It is to this article and its implications we now turn.

The Meaning of the Article

While it is true from a certain point of view that Article 2 of the Confession of Faith speaks of “the creation, preservation and government of the universe” as “a most elegant book,” it must be remembered that the article appears in a confession of faith. The article is not simply talking in the abstract about certain doctrinal truths of one form or another. It is a statement about what the believer confesses to be the truth of the Scriptures, a truth necessary to believe for salvation; indeed a truth which the believer will continue to confess even if his confession brings upon him torture and death. It is a living confession which arises out of the very heart of the child of God.

If we keep this in mind, then we will understand as well the opening words of the article: “We know him by two means....” The believer, in company with his fellow saints, is telling the world how he knows God. He is not, in the first place, saying anything about how the wicked know God. He is talking about the means by which he has come to know God his Redeemer. This is, you will remember, a confession of faith. It is a confession of faith in God through Jesus Christ as the God of our salvation.
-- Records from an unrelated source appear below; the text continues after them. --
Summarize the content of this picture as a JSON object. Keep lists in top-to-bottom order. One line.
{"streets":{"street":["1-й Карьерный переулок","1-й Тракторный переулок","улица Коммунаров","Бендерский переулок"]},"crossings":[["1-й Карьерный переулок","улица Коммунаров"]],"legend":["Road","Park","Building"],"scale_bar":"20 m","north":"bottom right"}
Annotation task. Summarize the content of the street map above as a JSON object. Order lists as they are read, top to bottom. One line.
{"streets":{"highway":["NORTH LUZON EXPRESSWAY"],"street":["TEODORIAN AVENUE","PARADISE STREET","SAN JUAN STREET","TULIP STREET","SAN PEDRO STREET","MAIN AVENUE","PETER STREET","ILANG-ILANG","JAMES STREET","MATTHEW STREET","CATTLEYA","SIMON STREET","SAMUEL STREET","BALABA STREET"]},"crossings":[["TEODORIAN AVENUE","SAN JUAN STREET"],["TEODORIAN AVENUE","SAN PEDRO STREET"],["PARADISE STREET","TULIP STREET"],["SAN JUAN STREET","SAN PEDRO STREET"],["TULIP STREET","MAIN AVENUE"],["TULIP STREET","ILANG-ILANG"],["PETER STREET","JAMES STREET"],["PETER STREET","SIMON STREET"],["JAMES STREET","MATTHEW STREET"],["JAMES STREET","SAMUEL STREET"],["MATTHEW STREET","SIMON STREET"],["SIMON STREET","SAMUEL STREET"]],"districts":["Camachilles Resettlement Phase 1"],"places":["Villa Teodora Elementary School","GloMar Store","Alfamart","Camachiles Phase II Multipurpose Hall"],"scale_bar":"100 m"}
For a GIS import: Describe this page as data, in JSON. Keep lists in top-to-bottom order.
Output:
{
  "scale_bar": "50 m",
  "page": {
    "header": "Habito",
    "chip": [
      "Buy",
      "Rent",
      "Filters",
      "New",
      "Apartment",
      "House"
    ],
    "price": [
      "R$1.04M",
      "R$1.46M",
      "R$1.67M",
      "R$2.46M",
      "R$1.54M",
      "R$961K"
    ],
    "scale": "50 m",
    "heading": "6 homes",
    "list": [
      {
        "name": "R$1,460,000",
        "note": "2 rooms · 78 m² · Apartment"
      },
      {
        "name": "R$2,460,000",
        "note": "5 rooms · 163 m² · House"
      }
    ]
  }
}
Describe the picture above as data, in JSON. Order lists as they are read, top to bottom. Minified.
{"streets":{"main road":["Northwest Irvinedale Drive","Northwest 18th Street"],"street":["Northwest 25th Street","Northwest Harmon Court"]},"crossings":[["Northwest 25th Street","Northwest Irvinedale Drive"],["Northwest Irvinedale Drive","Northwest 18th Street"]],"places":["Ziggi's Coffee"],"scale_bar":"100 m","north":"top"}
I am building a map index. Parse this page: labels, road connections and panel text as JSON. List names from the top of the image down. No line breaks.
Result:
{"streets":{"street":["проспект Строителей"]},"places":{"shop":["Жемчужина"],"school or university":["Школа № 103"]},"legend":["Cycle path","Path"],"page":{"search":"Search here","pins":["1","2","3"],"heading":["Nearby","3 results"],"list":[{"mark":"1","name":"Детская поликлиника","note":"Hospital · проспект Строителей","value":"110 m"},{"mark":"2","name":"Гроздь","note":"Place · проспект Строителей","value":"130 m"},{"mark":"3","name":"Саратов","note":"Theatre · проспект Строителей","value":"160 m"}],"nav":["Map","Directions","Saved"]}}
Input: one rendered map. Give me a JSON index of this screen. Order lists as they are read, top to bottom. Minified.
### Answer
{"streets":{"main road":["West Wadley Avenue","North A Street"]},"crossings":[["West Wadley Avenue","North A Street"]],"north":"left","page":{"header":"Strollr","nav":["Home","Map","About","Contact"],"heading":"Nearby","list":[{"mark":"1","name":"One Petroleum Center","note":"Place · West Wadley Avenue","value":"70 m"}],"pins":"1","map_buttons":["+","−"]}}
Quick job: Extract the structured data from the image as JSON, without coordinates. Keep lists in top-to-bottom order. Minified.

The confession of the believer here is not: “I will tell you a moment how I happened to make the acquaintance of God.” Nothing of that sort at all. The whole question is: I will now, as an article of my faith in God through Jesus Christ, tell you how I have come to know God who is my Redeemer through Jesus Christ our Lord. And, as contradictory as that may seem, the believer is also saying: I believe that I know God from two books, because the Scriptures tell me that I know Him from two books. It is not as if I have discovered the book of creation on my own and read it with enjoyment and profit, and through reading it have come to know some things about God. Scripture tells the believer that he, as believer, can know God through the elegant book of creation.

The believer is saying, therefore, that he has come to know God as Redeemer in Jesus Christ through the means of two books. One book is “the creation, preservation and government of the universe”; the other book is “God’s holy and divine Word.”

The believer knows God by means of these two books. Up to this point nothing has been said as yet about the wicked and unbelieving. The article will have a bit to say about that too; and we will come to that in a moment. But the approach of the article is not to tell us how creation is revelation to the unbeliever; the approach of the article is to tell us how the believer comes to know his God as the God of his salvation in Jesus Christ.

The Contents of Book I

The article describes the book of creation in various interesting ways. But in every case it must be understood that the various descriptions of the book apply only to the fact that the people of God are the only ones who can make any real use of it. The book is, so to speak, for them.

It may be compared to a book which is written in the Dutch language and contains the charter, constitution, and guarantee of freedom for the Dutch people. As far as the people in the Netherlands who are able to read the book are concerned, the book is the most important book which they have as a nation. They cherish the book as they cherish their own liberty. They protect the book against everyone who would seek to alter it. They make sure that their government adheres strictly to what the book contains. In the keeping of the book is bound up the existence of the Dutch as a nation.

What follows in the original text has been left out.